Gumbo can be either thin as a soup or thick as a gravy. Mine is quite thick. Be free to thin it out with some stock or water, if desired.
What to Serve with Gumbo
The most usual way to serve gumbo is over cooked long grain white rice. You can also serve some French bread, Cajun Potato Salad or green salad on a side.

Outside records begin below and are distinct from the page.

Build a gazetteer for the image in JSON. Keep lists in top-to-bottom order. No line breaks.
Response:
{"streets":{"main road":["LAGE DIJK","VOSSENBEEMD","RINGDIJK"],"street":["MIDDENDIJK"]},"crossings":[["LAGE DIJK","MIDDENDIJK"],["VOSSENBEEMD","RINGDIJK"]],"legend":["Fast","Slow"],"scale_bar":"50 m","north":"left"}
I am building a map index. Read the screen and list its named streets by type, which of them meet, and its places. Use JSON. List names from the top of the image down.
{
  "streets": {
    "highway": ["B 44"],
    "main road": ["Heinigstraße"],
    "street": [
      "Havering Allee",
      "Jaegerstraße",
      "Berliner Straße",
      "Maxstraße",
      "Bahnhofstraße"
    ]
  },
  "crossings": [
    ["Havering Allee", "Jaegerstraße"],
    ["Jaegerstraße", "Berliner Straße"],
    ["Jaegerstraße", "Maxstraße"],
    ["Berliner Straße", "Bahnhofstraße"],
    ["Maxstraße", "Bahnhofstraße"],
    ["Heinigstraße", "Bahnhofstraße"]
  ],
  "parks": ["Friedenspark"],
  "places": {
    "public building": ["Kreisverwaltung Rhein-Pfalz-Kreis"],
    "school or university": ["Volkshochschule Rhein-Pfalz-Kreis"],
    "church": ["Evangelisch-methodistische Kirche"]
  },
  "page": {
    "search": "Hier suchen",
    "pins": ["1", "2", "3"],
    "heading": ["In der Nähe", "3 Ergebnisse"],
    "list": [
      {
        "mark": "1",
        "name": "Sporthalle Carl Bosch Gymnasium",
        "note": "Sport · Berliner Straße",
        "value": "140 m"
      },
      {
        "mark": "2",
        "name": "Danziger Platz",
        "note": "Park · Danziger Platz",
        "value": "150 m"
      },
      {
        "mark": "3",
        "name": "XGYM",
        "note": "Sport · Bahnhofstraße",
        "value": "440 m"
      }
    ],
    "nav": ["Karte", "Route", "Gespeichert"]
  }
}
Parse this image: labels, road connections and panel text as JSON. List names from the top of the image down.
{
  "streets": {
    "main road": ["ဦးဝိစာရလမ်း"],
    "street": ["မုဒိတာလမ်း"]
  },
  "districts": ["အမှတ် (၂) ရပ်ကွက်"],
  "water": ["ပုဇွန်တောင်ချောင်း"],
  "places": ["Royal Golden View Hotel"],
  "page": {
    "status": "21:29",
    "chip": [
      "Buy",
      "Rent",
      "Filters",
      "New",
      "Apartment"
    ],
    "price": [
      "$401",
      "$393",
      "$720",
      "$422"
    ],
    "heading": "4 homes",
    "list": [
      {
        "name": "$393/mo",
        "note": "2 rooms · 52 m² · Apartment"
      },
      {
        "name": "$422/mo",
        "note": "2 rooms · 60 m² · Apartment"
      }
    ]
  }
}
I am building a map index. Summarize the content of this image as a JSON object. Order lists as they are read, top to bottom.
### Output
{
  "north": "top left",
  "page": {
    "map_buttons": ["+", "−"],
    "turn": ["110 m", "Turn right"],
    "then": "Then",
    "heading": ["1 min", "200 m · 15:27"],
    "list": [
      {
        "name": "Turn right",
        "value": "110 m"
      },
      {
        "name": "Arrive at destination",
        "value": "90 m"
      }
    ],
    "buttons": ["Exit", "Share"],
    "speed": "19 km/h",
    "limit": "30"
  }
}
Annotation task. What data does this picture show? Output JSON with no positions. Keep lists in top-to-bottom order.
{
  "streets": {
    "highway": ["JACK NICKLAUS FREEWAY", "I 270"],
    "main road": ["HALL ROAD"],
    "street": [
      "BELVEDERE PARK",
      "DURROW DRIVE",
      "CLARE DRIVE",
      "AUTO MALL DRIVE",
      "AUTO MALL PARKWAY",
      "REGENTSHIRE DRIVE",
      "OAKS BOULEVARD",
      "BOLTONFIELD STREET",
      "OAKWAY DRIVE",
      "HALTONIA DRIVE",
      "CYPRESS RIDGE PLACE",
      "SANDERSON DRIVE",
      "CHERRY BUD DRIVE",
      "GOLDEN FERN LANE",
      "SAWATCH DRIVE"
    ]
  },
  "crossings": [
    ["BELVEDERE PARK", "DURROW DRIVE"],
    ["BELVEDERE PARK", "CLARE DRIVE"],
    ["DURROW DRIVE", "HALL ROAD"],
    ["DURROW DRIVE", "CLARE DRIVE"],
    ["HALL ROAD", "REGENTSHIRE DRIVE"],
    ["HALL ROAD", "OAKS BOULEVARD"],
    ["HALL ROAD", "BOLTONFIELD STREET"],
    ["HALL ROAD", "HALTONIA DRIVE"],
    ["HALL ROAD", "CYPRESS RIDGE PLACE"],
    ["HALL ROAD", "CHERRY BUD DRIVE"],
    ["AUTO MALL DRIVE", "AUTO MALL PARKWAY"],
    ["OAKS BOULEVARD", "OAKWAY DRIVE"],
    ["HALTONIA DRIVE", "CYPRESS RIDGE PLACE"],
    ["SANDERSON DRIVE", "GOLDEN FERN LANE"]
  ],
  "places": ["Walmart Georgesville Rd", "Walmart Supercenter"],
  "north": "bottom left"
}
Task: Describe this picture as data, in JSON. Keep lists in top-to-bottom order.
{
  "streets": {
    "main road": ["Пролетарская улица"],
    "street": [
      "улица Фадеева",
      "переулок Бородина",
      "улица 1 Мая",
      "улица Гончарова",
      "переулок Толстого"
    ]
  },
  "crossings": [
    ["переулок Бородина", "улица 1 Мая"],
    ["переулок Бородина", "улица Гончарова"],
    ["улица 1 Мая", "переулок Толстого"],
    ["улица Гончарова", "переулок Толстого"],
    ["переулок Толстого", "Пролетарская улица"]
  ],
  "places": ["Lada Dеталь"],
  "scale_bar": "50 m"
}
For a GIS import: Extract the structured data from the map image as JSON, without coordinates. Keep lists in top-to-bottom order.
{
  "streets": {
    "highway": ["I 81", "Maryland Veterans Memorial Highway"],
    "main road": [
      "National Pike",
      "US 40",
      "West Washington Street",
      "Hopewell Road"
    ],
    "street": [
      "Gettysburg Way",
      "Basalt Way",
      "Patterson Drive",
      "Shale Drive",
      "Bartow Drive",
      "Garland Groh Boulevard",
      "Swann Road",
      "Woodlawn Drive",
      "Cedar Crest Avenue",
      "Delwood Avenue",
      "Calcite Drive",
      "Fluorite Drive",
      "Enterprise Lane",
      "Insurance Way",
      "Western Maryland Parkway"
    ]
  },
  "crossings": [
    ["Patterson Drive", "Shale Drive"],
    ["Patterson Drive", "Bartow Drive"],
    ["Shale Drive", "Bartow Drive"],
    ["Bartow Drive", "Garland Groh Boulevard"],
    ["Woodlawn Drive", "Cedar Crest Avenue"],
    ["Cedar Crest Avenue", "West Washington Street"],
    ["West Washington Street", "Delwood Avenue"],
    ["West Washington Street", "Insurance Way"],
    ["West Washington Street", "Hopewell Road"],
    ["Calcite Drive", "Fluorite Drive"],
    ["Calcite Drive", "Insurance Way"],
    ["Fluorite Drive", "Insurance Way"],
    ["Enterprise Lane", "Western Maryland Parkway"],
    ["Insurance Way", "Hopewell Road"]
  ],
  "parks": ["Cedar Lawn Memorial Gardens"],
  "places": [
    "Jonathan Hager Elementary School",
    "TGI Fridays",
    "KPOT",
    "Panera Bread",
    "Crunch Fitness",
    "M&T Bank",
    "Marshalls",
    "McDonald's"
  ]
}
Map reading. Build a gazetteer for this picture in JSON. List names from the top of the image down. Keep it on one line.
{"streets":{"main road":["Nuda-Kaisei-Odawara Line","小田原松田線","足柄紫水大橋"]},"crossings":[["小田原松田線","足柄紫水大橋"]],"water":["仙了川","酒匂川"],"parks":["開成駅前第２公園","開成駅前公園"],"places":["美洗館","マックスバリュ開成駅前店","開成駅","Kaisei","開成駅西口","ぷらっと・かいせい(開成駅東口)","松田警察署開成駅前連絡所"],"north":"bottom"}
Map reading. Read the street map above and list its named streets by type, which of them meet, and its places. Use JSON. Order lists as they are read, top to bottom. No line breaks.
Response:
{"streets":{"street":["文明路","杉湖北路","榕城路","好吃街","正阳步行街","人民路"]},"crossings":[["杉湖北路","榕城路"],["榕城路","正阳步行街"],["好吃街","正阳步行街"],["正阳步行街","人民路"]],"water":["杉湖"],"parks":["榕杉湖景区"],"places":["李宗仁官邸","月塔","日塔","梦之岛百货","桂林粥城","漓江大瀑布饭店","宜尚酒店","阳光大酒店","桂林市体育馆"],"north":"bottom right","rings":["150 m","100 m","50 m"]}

Conclusion: If you have enough time, cook Okra Gumbo slowly on your stove top. When in a hurry, this recipe will be a good base to start your own version of the traditional dish.


- ROUX:
- 1/2 cup all-purpose flour
- 1/2 cup vegetable oil
- GUMBO:
- 1 onion
- 2 celery ribs, chopped
- 1 green bell pepper, cubed
- 2 cups okra
- 4-5 garlic cloves, sliced
- 4 cups vegetable stock
- 2 bay leaves
- 1 tsp smoked paprika
- 1 tsp dry thyme
- 1-2 tsp Cajun seasoning
- 1 Tbsp Worcestershire sauce
- salt and black pepper, to taste
- OPTIONAL ingredient: 1-2 Tbsp Oyster sauce
-
ROUX: Turn on Instant Pot, Saute setting, High, lid opened. Put flour in it and stir every 30 seconds or so. When it starts changing color, stir non-stop until it becomes dark as peanut butter. Add oil and stir some more.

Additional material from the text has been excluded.